Login is 1,140 words, a 4-minute read. We'll see you again on Monday morning.

1 big thing: Cities see red over short-term rental party houses

Illustration: Aïda Amer/Axios

Private properties in Sunbelt tourist magnets are increasingly up for rent on short-term-rental platforms like Airbnb, HomeAway and Vrbo. That has prompted some local officials to take action against this latest form of tech-driven urban disruption, Axios' Kim Hart reports.

Why it matters: Cities are on edge after some high-profile incidents, including a shooting that killed five at a Halloween party held at an Airbnb rental in a San Francisco suburb last month. Afterwards, Airbnb banned "party houses" and cracked down on unauthorized conduct.

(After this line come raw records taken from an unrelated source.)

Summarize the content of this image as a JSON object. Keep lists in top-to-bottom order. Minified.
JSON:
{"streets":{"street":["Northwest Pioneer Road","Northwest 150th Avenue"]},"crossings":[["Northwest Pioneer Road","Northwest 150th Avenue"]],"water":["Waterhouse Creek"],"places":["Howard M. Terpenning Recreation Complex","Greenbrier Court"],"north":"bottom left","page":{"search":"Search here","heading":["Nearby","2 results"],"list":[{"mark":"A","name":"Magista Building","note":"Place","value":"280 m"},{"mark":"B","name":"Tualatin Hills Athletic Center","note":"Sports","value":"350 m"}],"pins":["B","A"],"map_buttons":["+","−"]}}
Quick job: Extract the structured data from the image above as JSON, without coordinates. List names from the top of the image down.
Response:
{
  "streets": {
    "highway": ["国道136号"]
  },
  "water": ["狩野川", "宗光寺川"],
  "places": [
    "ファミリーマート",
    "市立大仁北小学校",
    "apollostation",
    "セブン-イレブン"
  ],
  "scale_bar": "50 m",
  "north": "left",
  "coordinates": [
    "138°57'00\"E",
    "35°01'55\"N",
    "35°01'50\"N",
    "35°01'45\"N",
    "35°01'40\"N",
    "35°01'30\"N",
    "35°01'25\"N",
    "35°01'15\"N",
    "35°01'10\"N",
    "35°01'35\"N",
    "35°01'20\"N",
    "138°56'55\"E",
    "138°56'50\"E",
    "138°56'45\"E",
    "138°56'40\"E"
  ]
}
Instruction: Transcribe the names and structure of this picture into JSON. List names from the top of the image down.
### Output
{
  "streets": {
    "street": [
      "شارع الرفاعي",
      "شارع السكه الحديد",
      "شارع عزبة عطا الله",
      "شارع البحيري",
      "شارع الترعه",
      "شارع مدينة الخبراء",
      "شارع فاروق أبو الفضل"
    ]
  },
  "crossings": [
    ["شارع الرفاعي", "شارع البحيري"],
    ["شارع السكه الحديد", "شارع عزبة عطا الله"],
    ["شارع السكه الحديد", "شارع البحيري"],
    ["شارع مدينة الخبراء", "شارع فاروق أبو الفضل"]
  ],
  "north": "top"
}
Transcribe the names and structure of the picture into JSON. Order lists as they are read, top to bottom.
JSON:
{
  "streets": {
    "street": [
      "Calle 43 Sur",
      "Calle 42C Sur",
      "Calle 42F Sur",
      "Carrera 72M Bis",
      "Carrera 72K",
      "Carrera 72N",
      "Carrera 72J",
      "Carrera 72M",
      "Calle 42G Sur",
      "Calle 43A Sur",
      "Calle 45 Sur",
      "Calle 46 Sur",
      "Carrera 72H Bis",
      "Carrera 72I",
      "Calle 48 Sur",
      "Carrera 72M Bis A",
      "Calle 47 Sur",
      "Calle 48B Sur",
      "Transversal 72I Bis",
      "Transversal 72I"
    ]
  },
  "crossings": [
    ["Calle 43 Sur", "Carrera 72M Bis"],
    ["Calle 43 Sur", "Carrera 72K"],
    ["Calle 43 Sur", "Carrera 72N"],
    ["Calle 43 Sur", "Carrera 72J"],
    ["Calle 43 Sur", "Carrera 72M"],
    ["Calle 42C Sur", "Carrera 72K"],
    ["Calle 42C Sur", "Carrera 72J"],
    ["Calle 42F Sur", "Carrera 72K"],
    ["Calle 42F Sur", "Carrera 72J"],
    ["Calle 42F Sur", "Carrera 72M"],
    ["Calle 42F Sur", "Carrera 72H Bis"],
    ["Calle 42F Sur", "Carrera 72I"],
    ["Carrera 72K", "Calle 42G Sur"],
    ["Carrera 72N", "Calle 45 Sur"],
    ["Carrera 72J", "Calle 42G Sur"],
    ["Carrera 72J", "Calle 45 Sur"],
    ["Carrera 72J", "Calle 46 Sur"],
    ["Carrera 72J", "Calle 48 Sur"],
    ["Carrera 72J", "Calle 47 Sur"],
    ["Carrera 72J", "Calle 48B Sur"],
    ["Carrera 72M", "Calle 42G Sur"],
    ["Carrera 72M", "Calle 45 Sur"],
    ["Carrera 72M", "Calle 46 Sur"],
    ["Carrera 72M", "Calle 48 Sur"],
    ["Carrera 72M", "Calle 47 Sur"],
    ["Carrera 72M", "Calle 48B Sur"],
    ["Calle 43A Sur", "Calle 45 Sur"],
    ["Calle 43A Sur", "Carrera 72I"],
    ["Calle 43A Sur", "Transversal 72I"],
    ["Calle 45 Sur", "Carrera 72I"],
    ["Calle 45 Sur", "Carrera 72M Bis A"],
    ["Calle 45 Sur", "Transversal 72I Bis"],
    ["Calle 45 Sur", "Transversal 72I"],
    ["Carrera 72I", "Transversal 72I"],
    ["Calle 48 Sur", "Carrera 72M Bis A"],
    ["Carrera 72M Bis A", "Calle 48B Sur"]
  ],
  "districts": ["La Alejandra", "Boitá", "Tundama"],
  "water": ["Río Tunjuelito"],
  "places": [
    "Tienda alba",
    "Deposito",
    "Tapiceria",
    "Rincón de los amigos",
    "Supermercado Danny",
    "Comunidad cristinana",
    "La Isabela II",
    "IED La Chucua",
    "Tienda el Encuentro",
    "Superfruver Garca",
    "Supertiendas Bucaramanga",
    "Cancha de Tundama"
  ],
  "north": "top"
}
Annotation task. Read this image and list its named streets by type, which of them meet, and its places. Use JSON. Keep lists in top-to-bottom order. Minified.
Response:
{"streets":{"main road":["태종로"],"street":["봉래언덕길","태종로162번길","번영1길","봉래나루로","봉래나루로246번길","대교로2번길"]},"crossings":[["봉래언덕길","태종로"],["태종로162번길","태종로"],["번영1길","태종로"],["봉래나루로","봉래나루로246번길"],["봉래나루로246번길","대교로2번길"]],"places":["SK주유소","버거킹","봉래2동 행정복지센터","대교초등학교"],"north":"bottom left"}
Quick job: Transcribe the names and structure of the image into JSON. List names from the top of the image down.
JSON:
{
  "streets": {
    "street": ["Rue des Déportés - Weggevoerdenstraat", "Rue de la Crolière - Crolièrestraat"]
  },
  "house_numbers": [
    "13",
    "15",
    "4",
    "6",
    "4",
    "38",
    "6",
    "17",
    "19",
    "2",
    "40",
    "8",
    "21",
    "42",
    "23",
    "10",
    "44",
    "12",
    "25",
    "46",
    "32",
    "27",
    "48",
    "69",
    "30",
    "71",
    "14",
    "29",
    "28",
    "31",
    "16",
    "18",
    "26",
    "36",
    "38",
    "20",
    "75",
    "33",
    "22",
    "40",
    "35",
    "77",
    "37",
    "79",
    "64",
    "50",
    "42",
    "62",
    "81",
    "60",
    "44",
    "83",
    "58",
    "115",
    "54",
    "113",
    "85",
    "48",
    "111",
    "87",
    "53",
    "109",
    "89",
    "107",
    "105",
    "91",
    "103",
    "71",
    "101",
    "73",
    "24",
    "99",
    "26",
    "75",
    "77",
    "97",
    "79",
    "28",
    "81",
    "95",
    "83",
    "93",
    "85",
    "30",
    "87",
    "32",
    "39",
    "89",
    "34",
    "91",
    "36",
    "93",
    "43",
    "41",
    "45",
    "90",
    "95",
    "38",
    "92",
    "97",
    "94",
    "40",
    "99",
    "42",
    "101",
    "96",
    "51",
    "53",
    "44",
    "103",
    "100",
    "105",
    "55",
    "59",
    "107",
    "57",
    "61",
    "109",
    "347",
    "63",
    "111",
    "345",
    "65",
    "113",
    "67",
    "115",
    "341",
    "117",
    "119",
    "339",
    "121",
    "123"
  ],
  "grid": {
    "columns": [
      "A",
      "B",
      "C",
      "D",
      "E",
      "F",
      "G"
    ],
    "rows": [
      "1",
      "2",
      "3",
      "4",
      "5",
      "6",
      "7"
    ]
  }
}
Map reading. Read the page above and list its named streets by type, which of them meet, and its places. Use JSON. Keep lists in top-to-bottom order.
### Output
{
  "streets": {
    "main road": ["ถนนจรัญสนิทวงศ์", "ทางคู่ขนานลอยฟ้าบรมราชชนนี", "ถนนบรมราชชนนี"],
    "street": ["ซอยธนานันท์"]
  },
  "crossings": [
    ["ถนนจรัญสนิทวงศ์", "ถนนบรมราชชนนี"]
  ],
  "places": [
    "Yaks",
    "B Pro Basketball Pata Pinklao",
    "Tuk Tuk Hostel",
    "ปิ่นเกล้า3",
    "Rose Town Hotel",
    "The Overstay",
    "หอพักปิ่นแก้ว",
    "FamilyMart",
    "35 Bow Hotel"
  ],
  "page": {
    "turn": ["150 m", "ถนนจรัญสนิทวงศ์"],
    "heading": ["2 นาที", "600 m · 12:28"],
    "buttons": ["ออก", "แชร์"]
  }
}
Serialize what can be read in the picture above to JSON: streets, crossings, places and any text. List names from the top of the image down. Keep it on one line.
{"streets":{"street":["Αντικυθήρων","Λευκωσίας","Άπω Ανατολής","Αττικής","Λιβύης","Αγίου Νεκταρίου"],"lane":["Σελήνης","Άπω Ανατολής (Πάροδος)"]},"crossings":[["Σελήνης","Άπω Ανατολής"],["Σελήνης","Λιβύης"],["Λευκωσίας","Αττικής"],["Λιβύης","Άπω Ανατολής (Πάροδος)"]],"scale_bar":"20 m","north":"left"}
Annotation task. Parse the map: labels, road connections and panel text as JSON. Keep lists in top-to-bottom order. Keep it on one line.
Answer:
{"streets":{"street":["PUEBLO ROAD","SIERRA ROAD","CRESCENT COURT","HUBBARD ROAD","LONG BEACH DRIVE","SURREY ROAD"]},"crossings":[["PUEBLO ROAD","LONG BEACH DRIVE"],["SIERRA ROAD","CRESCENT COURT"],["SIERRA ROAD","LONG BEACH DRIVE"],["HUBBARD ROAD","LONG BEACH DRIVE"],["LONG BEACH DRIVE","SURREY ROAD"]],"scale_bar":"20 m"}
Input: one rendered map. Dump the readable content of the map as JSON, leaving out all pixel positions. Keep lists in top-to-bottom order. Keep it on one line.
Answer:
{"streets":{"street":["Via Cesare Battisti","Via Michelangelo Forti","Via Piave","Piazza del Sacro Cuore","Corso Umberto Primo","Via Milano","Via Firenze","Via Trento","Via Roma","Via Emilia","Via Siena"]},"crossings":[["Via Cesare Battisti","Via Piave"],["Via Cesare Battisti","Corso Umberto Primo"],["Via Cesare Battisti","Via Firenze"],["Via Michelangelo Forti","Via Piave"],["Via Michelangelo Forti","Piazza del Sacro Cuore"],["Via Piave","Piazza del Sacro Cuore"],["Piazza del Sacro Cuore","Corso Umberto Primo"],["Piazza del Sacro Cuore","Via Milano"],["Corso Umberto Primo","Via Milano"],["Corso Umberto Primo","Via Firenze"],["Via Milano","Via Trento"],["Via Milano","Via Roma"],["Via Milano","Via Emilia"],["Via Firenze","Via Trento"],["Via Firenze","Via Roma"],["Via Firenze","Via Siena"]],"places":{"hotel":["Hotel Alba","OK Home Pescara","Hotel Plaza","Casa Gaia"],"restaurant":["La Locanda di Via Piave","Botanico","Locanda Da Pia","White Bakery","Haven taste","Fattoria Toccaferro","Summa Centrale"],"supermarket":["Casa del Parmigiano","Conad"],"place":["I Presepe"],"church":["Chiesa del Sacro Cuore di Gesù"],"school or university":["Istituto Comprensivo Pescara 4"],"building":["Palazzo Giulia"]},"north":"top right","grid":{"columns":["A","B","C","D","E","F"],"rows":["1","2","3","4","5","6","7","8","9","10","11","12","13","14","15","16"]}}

The big picture: A chief complaint against home-rental companies has been their potential impact on housing prices in already unaffordable places. In some markets, the bigger complaint is that rental properties are becoming such popular alternatives to hotels that they are drastically changing the nature of neighborhoods — and even chasing away families.

What's happening: Residents are becoming peeved in communities across the country.

  • A home near Naval Base Point Loma in San Diego is consistently a party scene, and residents worry Airbnb's rules won't be enforced, per NBC 7 in San Diego.
  • A shooting at a house party at a rental home in Plano, Texas, spurred residents to push the city to take action, per CBS 11 News.
  • Some Cape Cod residents report endless bachelorette parties, blaring music and fire pits that have fundamentally changed the neighborhood, per NBC 10 in Boston.

What they're saying: The trend was a hot topic of conversation at last week's National League of Cities City Summit in San Antonio. Elected officials from many small and mid-sized cities decried the rise of outside investors snapping up homes as rental properties, and the increased cost to public safety in dealing with disturbances.

  • In Tennessee: "We're seeing homes in neighborhoods turned into party houses with police having to be called out every week," said Nashville City Councilwoman Gloria Hauser. "We're seeing families needing to move out because it's not a neighborhood anymore."
  • In Florida: Ormond Beach City Commissioner Troy Kent said neighborhoods in his beach-town community have been overrun with short-term rentals. He no longer knows his neighbors and routinely witnesses behavior that requires public safety's attention. "It's wildly inappropriate," he said. "That's not what my constituents signed up for. There's zoning for that."
  • In Texas: College Station Councilwoman Linda Harvell expressed concern that short-term rentals can cost the city more due to police calls and clean-up needs, yet they don't necessarily pay occupancy taxes like hotels are required to.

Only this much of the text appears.